Copy the listing exactly, leaving out every picture.
┌─ STORED DATA
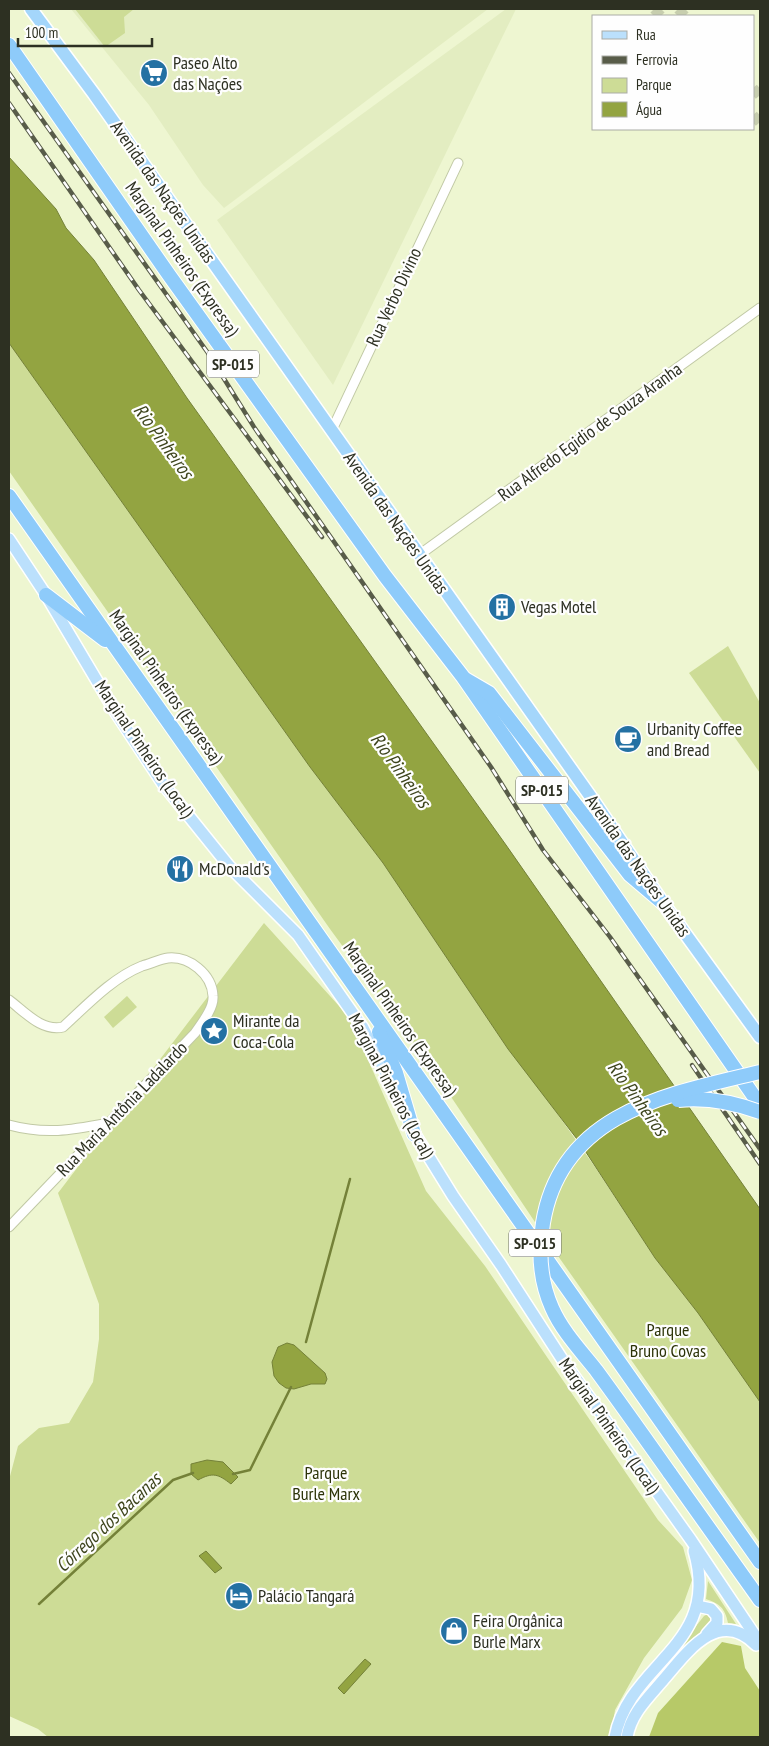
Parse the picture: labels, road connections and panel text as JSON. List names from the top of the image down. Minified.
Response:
{"streets":{"highway":["Avenida das Nações Unidas","Marginal Pinheiros (Expressa)","SP-015"],"main road":["Marginal Pinheiros (Local)"],"street":["Rua Verbo Divino","Rua Alfredo Egidio de Souza Aranha","Rua Maria Antônia Ladalardo"]},"crossings":[["Avenida das Nações Unidas","Rua Verbo Divino"],["Avenida das Nações Unidas","Rua Alfredo Egidio de Souza Aranha"]],"water":["Rio Pinheiros","Córrego dos Bacanas"],"parks":["Parque Bruno Covas","Parque Burle Marx"],"places":{"supermarket":["Paseo Alto das Nações"],"building":["Vegas Motel"],"cafe":["Urbanity Coffee and Bread"],"restaurant":["McDonald's"],"place":["Mirante da Coca-Cola"],"hotel":["Palácio Tangará"],"shop":["Feira Orgânica Burle Marx"]},"legend":["Rua","Ferrovia","Parque","Água"],"scale_bar":"100 m"}
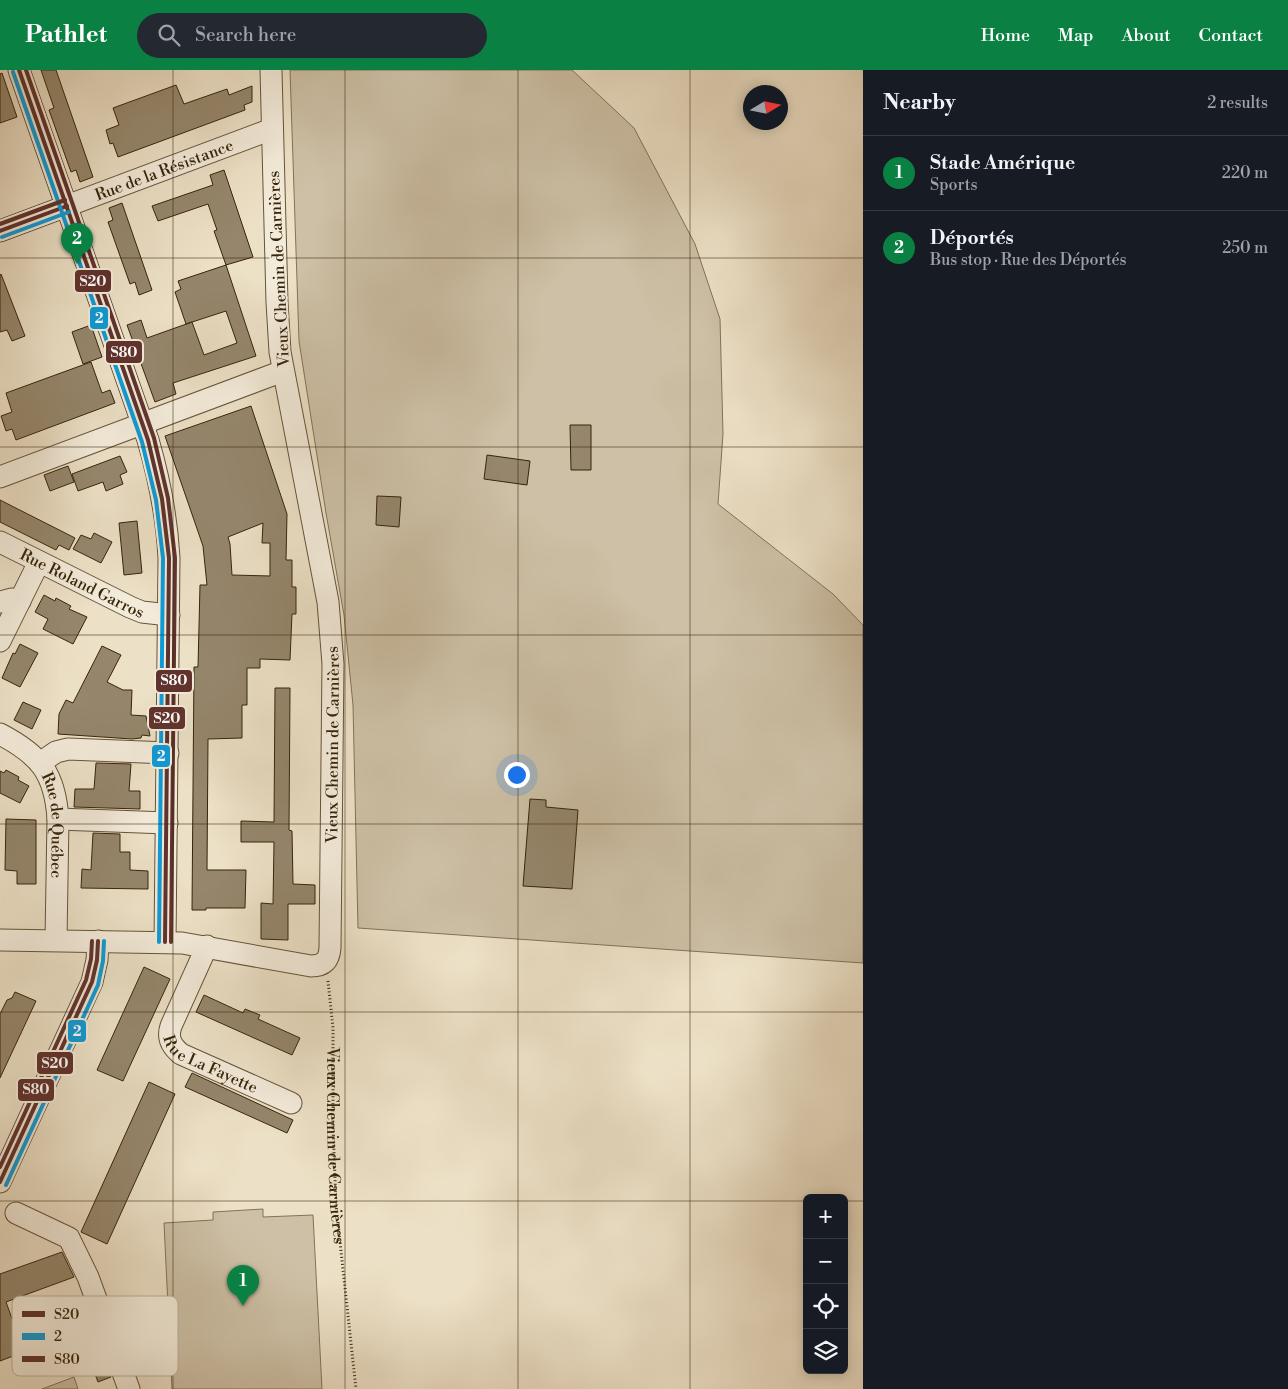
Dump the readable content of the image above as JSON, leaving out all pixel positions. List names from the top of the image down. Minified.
└─
# [EXERCISE OUTPUT]
Parse the picture: labels, road connections and panel text as JSON. List names from the top of the image down. Minified.
Response:
{"streets":{"highway":["Avenida das Nações Unidas","Marginal Pinheiros (Expressa)","SP-015"],"main road":["Marginal Pinheiros (Local)"],"street":["Rua Verbo Divino","Rua Alfredo Egidio de Souza Aranha","Rua Maria Antônia Ladalardo"]},"crossings":[["Avenida das Nações Unidas","Rua Verbo Divino"],["Avenida das Nações Unidas","Rua Alfredo Egidio de Souza Aranha"]],"water":["Rio Pinheiros","Córrego dos Bacanas"],"parks":["Parque Bruno Covas","Parque Burle Marx"],"places":{"supermarket":["Paseo Alto das Nações"],"building":["Vegas Motel"],"cafe":["Urbanity Coffee and Bread"],"restaurant":["McDonald's"],"place":["Mirante da Coca-Cola"],"hotel":["Palácio Tangará"],"shop":["Feira Orgânica Burle Marx"]},"legend":["Rua","Ferrovia","Parque","Água"],"scale_bar":"100 m"}
Dump the readable content of the image above as JSON, leaving out all pixel positions. List names from the top of the image down. Minified.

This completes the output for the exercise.